The Jewish tombs are those which impress the imagination most with the bitterness of death in Syria. They are so sad, with their antique solemnity—so severely simple and unadorned. Where there is carving it is almost always of Roman or Christian workmanship. A few stones with such symbols as the seven-branched candlestick engraved on them are the only unquestionable remains of ornamental Jewish work. Few of the Jewish sepulchres have escaped appropriation by Gentiles. The more famous of them have been appropriated by the Mohammedans, and early Christian tradition is responsible for many other indentifications. The saints and heroes of Israel, claimed also by Mohammedans and Christians, have achieved a kind of funereal immortality which makes the whole land seem one vast graveyard. Every prospect is dotted with tombs. The tomb of Jonas shines white from its hill-top north of Hebron, that of Samuel north of Jerusalem, while Joseph’s tomb commands the view where the Vale of Shechem opens on the wider valley of Makhnah. None of them, however, is at all so impressive as the tomb of Rachel, where a modern house and dome cover a rough block of stone worn smooth with the kisses of centuries of Jewish women. The wailing, as we saw it there, is a memorable custom. The women were mostly elderly or aged, but they were weeping real tears and wailing bitterly as they kissed the stone. It is an old story that consecrates that rough stone, but how eternal is its human pathos: “And they journeyed from Bethel; and there was but a little way to come to Ephrath: and Rachel travailed, and she had hard labour.... And Rachel died, and was buried in the way to Ephrath, which is Bethlehem.”[37]

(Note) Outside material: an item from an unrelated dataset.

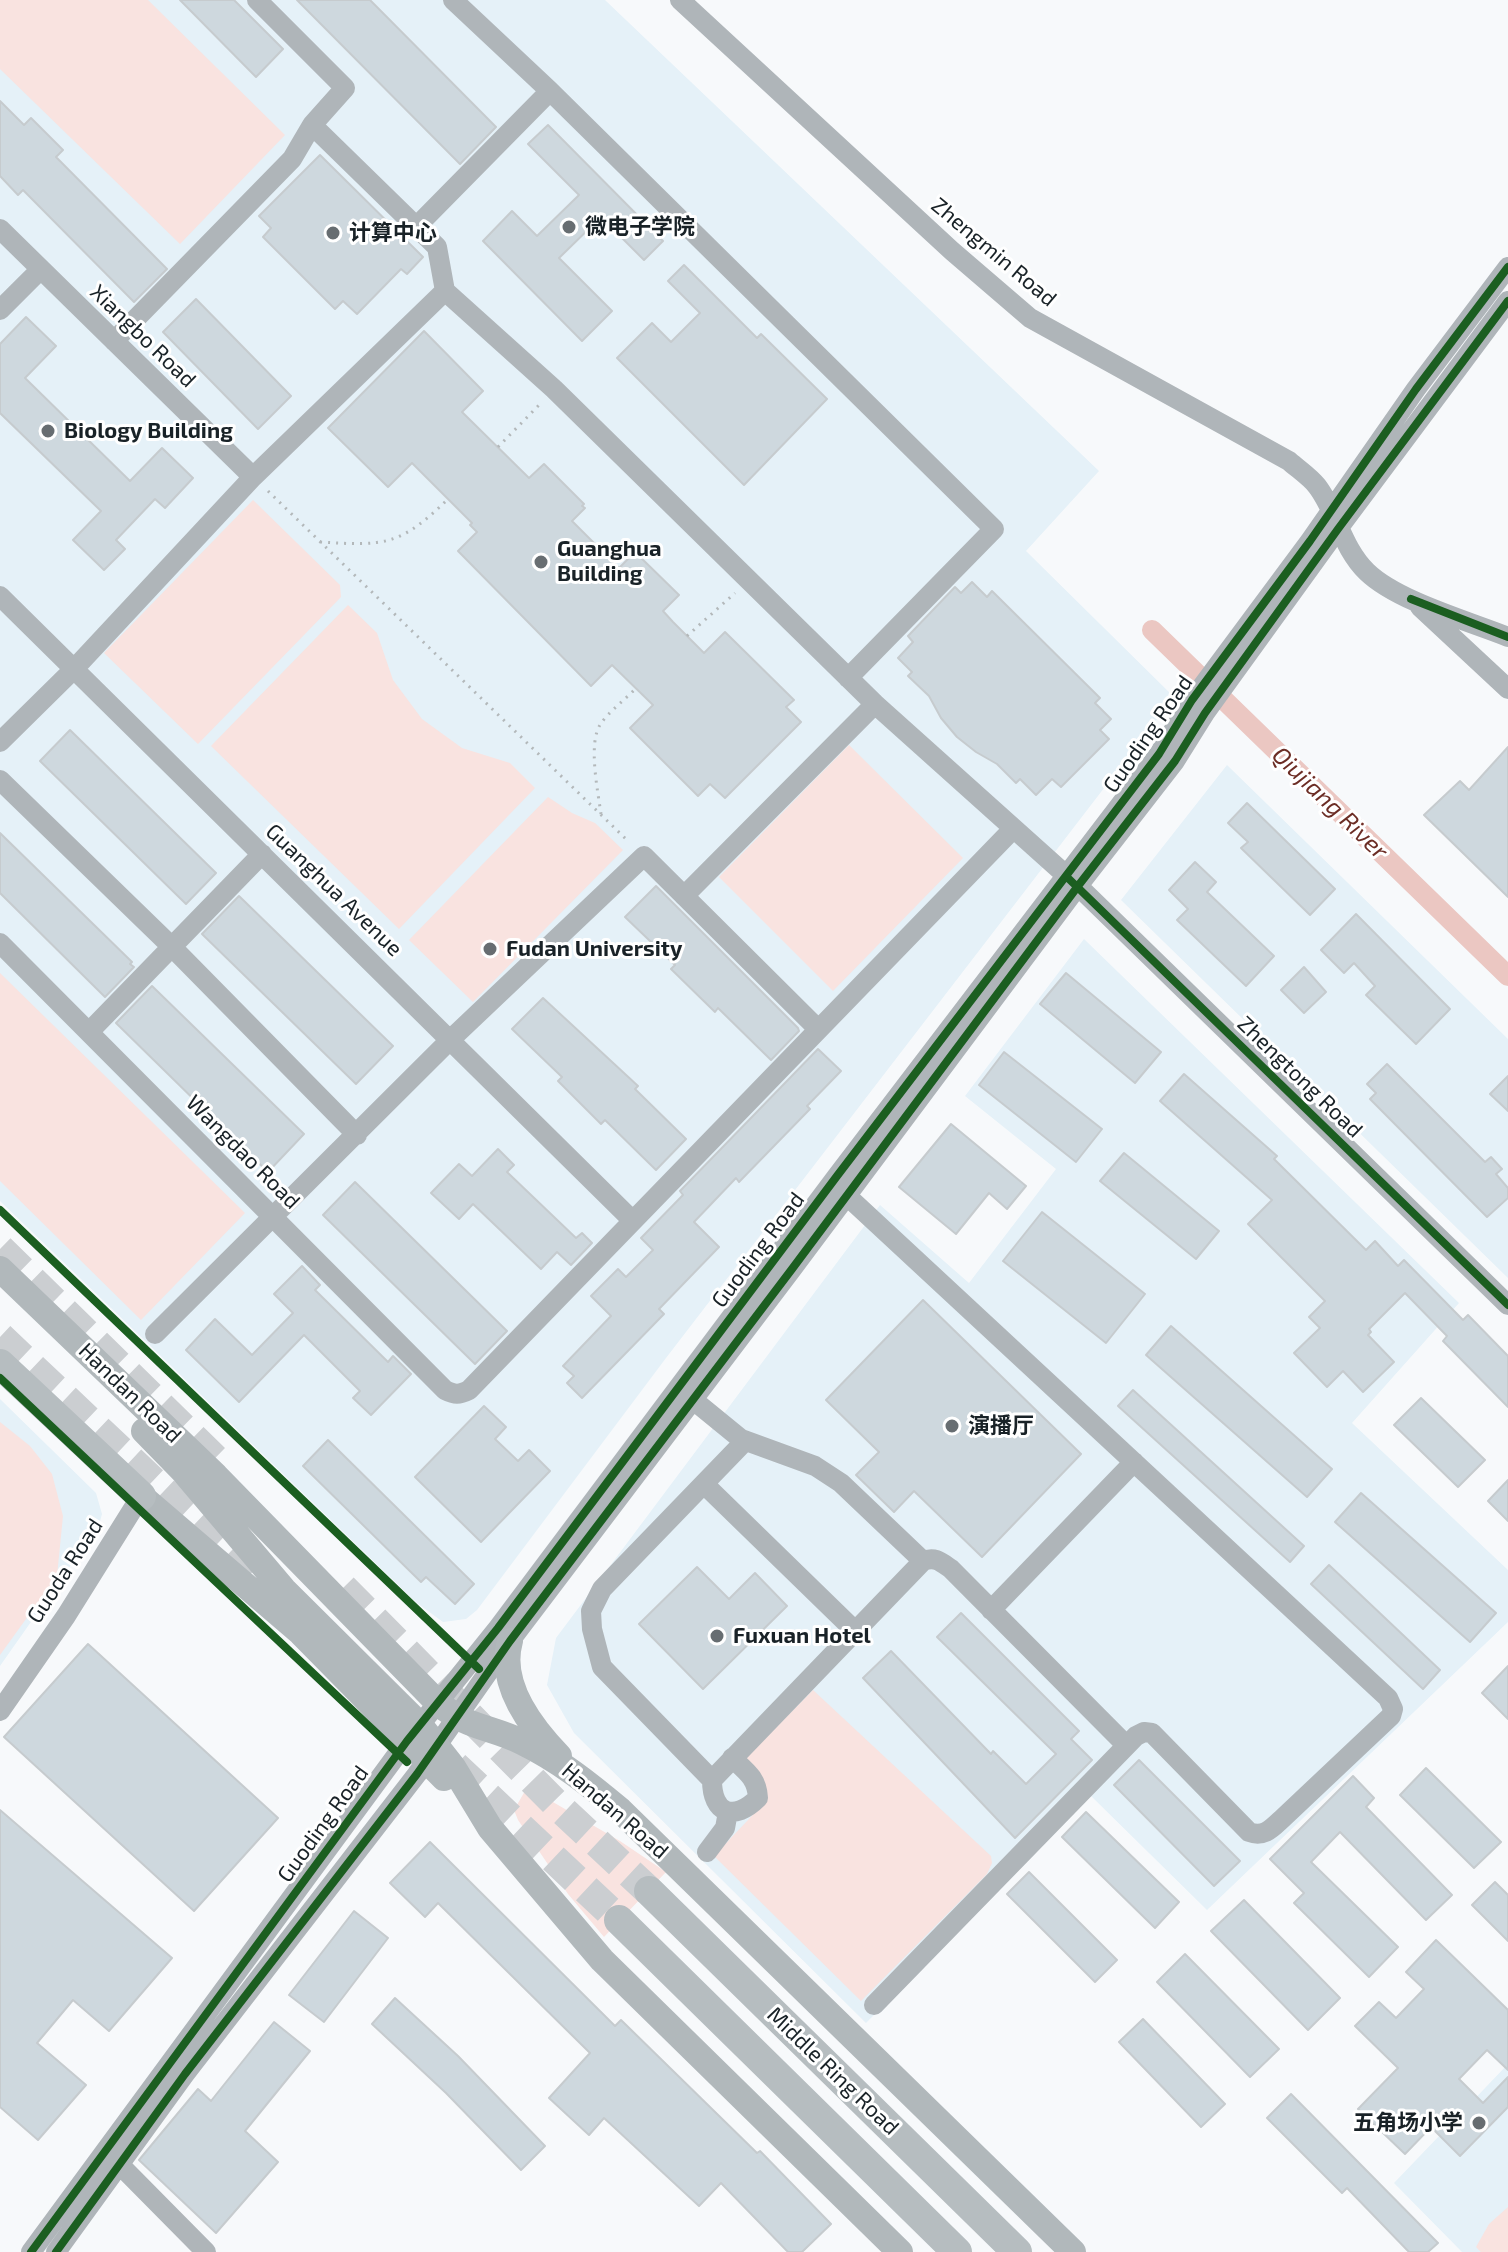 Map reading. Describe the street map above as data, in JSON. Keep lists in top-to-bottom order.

The earlier fashion of Jewish work seems to have been the “pigeon-hole,” in which the corpse was thrust into a little tunnel six feet long driven at right angles to the rock face. Later, troughs were excavated to fit the body along the line of the rock. In some instances these graves, especially the former kind, are found in detached groups in wayside rocks, whose perpendicular faces front the open air. For the most part they are grouped in larger numbers within natural caves or subterranean excavations, whose low doorway is blocked by a large circular stone running in a groove. A later example of such a cave is that which is shewn as the “new tomb” of Joseph of Arimathea, close to Gordon’s Calvary. A few specimens of another sort, built of masonry without cement, are to be found in Galilee.[38] Nothing could be gloomier than the constantly repeated ruins of ancient Jewish graves in Syria. No day’s journey is without them. They meet you casually, as it were, at every turning. They are not, indeed, quite dark like the pagan tombs; but the twilight, in which the hope of immortality just broke the darkness for ancient Israel, is grey and cheerless, and the contribution of Jewish graves to the spirit of Syria is a very sombre one.